Por Érica Fortuna | Julho/2018

A cobertura jornalística policial ganhou força no fim do século XX no Brasil, sobretudo com o “boom” do jornalismo sensacionalista nos anos de 1920. Nos últimos vinte e cinco anos, destaca-se a emergência da redução da maioridade penal. Segundo a cobertura dos principais jornais cariocas, a sociedade “clama” por uma solução imediata. Nessa perspectiva, o jornalismo apresenta narrativas que parecem legitimar o endurecimento da legislação penal. De forma cíclica, o público fala sobre o assunto, e o jornal o alimenta com narrativas associativas e repetitivas sem o devido contraditório, o que pode contribuir para o processo estigmatizatório, classificando culpados pela violência urbana.

De tempos em tempos, projetos que visam à diminuição da maioridade penal voltam à pauta legislativa. Esses ciclos obedecem à pressão política de atores sociais que têm interesses no agendamento dessa pauta. A Câmara dos Deputados e o Senado Federal rejeitaram, inúmeras vezes, emendas que versavam sobre o tema, pois consideraram a alteração da idade penal uma violação constitucional. A recorrência com que as emendas aparecem pode ser observada como termômetro do comportamento social. É evidente que não estamos afirmando que o Legislativo brasileiro seja consuetudinário, mas sofre os impactos das oscilações do poder público.

O art. 228 da Constituição Federal é considerado cláusula pétrea, um núcleo duro que não pode ser alterado pelo poder derivado, que salvaguarda os direitos fundamentais e a democracia do país. A idade penal aos 18 anos foi uma conquista consagrada pela constituinte de 1988. Sendo assim, a alteração dessa norma pode ser considerada um grave retrocesso social[1].

O medo da violência que acomete a cidade e a responsabilização de adolescentes pelos crimes estão diariamente nas páginas dos jornais, no noticiário da TV, nos discursos políticos, na Internet e na fala de muitas pessoas, que, por vezes, reproduzem aquilo que é dito pelos veículos de comunicação. Isso se confirma quando verificamos a redação da proposta de emenda constitucional, elaborada pelo deputado Benedito Domingos (PP – Partido Progressista).
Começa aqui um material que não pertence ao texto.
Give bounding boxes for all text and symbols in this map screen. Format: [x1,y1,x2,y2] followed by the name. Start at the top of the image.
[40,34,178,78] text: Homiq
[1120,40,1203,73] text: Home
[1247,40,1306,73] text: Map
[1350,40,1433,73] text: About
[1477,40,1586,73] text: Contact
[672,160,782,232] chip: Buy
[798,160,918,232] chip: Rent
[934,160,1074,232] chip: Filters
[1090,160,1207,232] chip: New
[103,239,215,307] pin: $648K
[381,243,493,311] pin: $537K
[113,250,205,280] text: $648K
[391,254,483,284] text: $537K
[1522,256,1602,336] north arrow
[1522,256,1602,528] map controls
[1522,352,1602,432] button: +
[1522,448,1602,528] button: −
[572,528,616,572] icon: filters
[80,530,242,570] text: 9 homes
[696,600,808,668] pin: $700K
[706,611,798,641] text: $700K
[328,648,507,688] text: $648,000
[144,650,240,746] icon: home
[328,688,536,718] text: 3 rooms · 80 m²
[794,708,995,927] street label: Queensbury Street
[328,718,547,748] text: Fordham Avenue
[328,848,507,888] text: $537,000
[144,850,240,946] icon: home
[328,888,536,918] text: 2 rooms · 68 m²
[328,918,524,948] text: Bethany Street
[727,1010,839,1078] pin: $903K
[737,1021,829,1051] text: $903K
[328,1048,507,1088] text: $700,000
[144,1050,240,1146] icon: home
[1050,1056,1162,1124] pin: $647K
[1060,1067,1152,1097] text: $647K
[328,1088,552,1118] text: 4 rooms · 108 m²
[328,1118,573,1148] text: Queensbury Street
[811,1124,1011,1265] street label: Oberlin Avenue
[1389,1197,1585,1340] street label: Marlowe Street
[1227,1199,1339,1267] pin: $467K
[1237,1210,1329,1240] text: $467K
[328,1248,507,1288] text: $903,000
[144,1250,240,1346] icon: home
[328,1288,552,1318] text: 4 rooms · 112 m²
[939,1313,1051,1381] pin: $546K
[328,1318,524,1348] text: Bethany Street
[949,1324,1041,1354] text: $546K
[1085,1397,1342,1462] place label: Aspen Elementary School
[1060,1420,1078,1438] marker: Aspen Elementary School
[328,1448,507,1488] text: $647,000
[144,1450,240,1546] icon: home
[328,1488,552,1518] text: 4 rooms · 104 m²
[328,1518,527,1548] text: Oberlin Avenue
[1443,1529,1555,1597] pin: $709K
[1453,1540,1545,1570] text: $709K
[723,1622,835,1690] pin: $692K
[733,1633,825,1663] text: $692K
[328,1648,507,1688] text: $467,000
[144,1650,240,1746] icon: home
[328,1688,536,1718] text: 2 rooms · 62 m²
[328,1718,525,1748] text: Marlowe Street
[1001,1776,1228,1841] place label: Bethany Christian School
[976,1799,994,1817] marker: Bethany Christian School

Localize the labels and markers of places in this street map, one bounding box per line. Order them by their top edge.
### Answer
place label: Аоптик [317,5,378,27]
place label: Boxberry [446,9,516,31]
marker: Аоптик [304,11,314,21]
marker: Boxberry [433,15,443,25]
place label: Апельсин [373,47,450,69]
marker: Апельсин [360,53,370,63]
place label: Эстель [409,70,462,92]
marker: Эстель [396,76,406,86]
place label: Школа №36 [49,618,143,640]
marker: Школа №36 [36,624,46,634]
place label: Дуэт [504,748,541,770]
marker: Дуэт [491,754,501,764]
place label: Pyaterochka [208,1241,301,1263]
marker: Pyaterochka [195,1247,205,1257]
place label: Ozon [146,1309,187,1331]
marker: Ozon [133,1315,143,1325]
O próprio deputado utiliza a mídia como argumento para justificar a necessidade da alteração da norma, tendo em vista que, segundo a imprensa, a maioria dos casos de violência é cometida por jovens menores de idade.

O noticiário da imprensa diariamente publica que a maioria dos crimes de assalto, de roubo, de estupro, de assassinato e de latrocínio, são praticados por menores de 18 anos, quase sempre, aliciados por adultos. A mocidade é utilizada para movimentar assaltos, disseminação de estupefacientes, desde o “cheirar a cola” até o viciar-se com cocaína e outros assemelhados, bem como agenciar a multiplicação dos consumidores. Se a lei permanecer nos termos em que está disposta, continuaremos com a possibilidade crescente de ver os moços com seu caráter marcado negativamente, sem serem interrompidos para uma possível correção, educação e resgate (D.O. 1993, p. 23063[2]).

Fonte: Catraca Livre

O projeto foi publicado em 27 de outubro de 1993, mas não teve continuidade. Por vezes, a interposição de apensos que versavam sobre o tema fez com que a discussão da PEC voltasse ao Congresso, mas não seguiu em frente. Entretanto, em março de 2015, a Comissão de Constituição e Justiça da Câmara dos Deputados aprovou a proposta de emenda constitucional 171/39, que visa à redução da idade penal de 18 para 16 anos, dando prosseguimento ao feito. Independente dos apensos, o texto base da proposta continua sendo o do deputado Benedito.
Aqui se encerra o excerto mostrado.